Consider the Israeli experience. Israel's history is full of ventures similar to the Iraq war, for example its invasion of Lebanon. These ventures had significant short term successes, but proved unhelpful and painful in the long run. What has been proven to work is the separation barrier that Israel has built around Gaza and that Israel is building around parts of the West Bank.

Based on these lessons, the logical course of action after the invasion of Afghanistan was to concentrate on preventing the terrorists from entering the country.

ii.

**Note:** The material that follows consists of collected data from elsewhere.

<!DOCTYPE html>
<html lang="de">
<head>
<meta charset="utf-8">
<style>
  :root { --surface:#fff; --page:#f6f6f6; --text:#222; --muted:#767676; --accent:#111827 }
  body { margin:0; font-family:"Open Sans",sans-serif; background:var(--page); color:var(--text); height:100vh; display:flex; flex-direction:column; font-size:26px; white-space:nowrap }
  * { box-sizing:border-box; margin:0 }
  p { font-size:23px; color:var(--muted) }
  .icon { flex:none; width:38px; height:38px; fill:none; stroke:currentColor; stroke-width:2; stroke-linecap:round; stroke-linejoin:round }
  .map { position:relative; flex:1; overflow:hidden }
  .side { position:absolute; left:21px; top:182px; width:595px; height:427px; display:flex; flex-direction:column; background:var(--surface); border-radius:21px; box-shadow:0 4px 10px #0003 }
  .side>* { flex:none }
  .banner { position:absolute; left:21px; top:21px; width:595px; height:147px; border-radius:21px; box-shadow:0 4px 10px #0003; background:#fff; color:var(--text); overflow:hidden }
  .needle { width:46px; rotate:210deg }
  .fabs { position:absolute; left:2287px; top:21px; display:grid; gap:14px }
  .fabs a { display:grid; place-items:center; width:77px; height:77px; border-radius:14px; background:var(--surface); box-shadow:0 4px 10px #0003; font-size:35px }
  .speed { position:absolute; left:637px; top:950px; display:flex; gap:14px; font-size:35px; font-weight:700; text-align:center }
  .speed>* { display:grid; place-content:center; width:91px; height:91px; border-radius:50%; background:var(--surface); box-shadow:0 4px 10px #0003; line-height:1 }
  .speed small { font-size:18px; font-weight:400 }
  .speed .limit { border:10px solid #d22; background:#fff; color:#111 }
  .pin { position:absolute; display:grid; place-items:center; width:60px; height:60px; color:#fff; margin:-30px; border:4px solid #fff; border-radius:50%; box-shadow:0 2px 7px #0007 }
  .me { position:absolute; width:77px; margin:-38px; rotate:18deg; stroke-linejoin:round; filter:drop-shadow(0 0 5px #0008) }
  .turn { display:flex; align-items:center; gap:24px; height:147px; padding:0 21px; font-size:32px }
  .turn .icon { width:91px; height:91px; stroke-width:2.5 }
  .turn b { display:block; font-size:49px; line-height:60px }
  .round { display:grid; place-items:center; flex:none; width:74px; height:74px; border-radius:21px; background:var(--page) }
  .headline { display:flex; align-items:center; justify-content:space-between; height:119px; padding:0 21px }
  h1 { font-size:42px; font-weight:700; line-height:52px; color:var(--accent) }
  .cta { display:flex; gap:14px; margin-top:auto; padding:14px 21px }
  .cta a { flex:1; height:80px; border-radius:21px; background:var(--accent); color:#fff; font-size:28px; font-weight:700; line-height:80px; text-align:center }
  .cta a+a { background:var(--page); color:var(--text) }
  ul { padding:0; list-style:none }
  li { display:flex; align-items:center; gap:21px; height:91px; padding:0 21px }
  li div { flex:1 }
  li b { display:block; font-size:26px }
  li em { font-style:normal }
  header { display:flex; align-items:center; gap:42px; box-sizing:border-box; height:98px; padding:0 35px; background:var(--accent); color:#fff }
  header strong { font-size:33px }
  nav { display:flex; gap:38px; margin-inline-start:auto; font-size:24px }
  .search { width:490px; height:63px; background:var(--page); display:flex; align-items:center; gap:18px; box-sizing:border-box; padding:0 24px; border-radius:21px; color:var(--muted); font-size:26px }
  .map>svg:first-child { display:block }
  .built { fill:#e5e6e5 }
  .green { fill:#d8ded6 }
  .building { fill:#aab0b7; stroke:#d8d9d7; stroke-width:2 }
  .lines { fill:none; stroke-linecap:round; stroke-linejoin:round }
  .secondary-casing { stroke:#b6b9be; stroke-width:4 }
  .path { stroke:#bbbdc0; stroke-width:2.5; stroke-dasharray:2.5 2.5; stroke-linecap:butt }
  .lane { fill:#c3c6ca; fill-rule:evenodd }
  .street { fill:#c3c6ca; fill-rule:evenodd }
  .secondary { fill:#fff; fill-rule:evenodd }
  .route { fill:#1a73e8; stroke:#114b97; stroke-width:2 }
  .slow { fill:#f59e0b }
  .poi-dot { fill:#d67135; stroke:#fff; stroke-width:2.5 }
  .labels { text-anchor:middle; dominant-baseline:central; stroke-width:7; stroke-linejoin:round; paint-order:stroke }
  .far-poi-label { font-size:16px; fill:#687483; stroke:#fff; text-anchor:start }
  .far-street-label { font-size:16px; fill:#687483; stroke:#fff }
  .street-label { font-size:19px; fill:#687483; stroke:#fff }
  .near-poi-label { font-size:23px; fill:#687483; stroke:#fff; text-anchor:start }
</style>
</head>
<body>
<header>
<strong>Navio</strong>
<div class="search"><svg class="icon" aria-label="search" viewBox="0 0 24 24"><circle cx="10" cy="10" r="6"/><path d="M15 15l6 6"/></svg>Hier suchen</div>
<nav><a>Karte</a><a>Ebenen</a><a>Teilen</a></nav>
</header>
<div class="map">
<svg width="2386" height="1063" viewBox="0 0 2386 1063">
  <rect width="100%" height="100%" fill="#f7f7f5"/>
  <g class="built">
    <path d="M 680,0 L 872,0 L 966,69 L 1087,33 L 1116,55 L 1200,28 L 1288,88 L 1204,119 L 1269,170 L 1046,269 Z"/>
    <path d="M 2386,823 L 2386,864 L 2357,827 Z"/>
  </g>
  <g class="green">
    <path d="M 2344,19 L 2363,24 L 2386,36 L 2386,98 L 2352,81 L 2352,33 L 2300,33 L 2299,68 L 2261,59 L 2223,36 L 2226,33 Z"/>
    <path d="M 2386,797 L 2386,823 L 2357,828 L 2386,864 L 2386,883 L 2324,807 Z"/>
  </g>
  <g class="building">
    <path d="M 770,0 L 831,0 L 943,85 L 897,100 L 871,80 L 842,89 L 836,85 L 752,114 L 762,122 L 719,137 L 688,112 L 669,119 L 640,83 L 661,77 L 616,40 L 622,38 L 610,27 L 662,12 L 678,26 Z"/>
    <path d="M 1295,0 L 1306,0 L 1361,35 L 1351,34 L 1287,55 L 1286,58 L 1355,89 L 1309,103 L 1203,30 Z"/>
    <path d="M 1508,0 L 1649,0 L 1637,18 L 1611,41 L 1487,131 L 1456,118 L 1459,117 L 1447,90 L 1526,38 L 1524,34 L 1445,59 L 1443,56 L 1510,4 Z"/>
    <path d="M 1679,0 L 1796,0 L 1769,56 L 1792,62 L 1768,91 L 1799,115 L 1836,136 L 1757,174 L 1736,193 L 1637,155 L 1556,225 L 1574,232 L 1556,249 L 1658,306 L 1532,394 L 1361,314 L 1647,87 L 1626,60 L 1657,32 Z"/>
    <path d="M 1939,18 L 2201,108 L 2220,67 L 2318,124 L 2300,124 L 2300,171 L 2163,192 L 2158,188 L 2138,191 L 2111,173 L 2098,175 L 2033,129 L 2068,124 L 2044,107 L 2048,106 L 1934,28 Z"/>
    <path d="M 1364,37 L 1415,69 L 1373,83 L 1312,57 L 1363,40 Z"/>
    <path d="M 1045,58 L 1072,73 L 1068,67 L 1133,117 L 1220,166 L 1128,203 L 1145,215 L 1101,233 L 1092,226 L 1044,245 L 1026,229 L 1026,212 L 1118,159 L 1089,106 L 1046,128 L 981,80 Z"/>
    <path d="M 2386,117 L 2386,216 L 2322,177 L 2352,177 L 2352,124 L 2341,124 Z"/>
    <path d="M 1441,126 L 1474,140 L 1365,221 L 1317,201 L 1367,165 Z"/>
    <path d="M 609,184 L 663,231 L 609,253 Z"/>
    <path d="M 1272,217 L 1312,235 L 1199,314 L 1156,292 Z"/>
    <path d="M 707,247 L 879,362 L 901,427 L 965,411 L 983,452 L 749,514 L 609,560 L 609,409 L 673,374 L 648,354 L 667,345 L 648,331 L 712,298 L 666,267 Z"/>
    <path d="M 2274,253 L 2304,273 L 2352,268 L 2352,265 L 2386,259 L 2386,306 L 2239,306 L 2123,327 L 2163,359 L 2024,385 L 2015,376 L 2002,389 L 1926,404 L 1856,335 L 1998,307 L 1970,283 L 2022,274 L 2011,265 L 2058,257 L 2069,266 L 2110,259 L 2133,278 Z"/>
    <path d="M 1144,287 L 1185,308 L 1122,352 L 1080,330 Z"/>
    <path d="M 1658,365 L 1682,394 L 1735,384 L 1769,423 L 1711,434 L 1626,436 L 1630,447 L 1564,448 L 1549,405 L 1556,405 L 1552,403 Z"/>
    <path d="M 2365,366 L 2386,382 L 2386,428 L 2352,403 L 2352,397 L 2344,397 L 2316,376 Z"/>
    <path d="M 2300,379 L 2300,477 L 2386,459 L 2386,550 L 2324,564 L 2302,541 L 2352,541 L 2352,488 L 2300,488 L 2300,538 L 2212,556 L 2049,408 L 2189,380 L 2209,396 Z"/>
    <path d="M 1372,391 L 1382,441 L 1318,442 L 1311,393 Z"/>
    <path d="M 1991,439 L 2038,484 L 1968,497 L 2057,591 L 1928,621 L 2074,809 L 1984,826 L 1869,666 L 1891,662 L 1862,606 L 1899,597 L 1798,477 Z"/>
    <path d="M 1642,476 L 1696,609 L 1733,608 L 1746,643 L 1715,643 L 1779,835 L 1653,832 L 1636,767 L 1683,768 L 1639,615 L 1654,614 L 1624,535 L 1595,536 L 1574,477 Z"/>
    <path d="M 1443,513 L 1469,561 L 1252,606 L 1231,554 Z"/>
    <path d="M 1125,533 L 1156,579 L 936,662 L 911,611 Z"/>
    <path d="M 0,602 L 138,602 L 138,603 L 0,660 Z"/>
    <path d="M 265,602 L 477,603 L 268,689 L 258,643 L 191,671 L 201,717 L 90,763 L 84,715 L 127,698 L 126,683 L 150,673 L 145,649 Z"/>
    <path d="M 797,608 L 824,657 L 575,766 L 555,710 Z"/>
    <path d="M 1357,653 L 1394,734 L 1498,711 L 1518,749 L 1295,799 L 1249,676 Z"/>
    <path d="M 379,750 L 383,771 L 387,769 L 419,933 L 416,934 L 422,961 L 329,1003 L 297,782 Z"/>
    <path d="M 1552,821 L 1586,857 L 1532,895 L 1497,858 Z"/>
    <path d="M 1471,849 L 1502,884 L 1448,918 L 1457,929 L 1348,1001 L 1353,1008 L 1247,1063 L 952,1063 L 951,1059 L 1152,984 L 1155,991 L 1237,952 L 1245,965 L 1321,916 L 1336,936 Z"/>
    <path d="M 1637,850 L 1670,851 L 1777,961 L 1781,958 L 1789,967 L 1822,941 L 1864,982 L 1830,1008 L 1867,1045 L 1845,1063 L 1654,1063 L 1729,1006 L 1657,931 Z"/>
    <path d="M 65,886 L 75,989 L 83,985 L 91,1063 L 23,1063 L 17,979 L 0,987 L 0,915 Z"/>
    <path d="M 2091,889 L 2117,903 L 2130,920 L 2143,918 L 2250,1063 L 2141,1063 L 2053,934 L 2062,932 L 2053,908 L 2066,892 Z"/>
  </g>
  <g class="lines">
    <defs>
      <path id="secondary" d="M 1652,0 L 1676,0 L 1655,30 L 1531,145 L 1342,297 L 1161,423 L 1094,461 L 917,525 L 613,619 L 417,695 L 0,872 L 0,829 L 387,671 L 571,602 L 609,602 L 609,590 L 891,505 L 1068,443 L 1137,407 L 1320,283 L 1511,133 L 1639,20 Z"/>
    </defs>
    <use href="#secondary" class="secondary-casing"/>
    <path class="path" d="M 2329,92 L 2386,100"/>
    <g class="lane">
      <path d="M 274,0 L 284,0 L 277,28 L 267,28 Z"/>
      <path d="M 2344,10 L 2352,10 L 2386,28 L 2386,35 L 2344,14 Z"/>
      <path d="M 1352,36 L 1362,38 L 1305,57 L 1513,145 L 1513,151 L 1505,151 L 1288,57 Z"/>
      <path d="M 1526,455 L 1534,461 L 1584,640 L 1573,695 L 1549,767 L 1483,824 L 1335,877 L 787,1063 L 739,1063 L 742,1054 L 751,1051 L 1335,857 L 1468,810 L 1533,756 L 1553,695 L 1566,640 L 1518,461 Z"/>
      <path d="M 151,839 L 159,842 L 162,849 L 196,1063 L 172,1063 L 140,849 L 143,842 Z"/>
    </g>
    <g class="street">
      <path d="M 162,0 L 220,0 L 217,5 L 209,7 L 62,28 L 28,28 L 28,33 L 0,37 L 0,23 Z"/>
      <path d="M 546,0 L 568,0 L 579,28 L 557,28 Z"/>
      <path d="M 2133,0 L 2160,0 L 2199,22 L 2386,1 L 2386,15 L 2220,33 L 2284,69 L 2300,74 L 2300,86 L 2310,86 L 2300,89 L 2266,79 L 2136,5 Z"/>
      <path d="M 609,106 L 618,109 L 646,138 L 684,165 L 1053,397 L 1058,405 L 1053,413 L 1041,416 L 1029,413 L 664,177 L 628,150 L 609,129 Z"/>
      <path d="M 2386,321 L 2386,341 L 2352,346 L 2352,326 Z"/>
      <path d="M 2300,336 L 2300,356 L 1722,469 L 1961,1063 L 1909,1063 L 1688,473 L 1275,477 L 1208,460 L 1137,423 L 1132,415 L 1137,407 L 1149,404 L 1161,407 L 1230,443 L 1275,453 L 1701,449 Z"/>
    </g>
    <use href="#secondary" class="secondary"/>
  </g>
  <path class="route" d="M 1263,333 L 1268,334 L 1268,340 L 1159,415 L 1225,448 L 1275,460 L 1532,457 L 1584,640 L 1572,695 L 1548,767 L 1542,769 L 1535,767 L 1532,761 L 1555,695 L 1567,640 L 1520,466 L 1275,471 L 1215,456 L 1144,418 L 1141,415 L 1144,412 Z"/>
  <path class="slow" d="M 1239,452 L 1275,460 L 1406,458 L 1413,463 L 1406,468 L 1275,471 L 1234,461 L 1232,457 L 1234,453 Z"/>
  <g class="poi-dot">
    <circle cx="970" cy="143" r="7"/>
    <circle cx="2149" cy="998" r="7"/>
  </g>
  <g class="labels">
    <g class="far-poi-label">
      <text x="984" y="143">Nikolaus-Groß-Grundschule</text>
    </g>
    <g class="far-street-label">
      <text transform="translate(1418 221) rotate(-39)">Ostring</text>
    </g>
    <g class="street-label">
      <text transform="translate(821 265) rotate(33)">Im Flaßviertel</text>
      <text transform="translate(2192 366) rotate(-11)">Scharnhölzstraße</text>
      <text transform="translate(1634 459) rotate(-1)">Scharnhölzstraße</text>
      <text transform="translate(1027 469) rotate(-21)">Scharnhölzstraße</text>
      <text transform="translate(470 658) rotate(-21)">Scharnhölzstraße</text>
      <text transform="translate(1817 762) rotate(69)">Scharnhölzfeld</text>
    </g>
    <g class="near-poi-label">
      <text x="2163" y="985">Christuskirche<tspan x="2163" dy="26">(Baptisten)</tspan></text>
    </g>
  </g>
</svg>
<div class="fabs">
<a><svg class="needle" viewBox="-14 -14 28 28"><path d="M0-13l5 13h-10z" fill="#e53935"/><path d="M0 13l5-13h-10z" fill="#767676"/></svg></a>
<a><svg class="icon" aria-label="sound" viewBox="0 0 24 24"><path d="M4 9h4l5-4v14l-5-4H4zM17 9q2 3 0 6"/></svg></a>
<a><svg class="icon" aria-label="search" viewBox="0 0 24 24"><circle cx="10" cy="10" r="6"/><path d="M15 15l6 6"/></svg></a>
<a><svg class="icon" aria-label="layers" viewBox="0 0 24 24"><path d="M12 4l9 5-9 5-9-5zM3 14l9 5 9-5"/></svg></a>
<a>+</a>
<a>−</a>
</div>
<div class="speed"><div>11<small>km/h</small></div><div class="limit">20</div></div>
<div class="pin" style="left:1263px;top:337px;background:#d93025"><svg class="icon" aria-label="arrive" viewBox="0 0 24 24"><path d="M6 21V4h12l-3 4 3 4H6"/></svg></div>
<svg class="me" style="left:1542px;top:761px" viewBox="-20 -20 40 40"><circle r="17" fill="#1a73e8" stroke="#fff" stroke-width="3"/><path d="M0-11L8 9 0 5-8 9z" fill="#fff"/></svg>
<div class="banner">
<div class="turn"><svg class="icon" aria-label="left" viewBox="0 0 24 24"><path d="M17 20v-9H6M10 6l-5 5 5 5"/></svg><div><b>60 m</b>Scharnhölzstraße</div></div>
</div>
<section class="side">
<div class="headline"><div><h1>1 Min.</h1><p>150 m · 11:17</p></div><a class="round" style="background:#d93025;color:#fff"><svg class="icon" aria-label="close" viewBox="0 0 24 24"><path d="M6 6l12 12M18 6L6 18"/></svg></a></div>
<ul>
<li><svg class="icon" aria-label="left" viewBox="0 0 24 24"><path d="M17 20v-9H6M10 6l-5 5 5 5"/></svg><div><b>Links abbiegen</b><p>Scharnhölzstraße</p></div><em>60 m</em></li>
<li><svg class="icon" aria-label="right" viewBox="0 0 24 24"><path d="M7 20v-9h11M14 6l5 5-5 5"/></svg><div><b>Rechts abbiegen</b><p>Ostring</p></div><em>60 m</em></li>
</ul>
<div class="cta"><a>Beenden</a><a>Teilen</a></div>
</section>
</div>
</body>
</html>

As for the project for the new american century - the crux of the argument, as it pertains to the decision to go to war five years later, contained in the letter to clinton is:

"Even if full inspections were eventually to resume, which now seems highly unlikely, experience has shown that it is difficult if not impossible to monitor Iraq’s chemical and biological weapons production."

Of course, experience has shown nothing of the kind. As we now know, this statement is false. Saddam did not stockpile WMDs, no doubt in part because of the inspections. Even without the benefit of hindsight, though, this argument for war can be discredited. If it is only "difficult" to monitor Iraqi chemical and biological weapons, the right solution is more inspectors and a tougher inspector regime, as was suggested by France and Germany before the Iraq invasion. There was no evidence whatsoever that it was "impossible" to monitor Iraqi WMDs.

As for the report on American defenses, its 90 pages. If there are some bits on Iraq there that you consider convincing, please point them out to me.

 
At 12:39 AM, Blogger angela said...

i know all about tangents

 
At 9:48 PM, Blogger Kate Marie said...

This Max Boot editorial mentions two studies that might be of interest:

http://www.writersreps.com/live/catalog/extras/boot/52.html

 
At 11:24 PM, Blogger alex said...

"This Max Boot editorial mentions two studies that might be of interest..."

Both of which only offer us the correlations that I've discussed and discounted in the above post.

You really cannot go from correlation to causation. Take a look at this recent preprint for a nice illustration of how inter-national correlations can lead you down the wrong path in this stuff.

 
At 11:31 PM, Blogger Kate Marie said...

I have no idea whether the studies Boot mentions offer some proof that the relationship is more than just correlation, as I haven't read them. Have you?

 
At 12:05 AM, Blogger alex said...

"...I haven't read them. Have you?"

I've read the Kruger/Maleckova paper. I have not read The Democracy Advantage; I am going by this review in Foreign Affairs which stated,

"[Halperin and co-authors] do not establish a direct causal relationship between democracy and development but show correlations that render suspect the notion of an authoritarian advantage. "

Incidentally, I have no idea where Boot gets the Krugman/Maleckova quote on democracy which he cites in his column. Its not in their paper, as far as I can see. But perhaps Boot has an updated version of the paper that I dont have.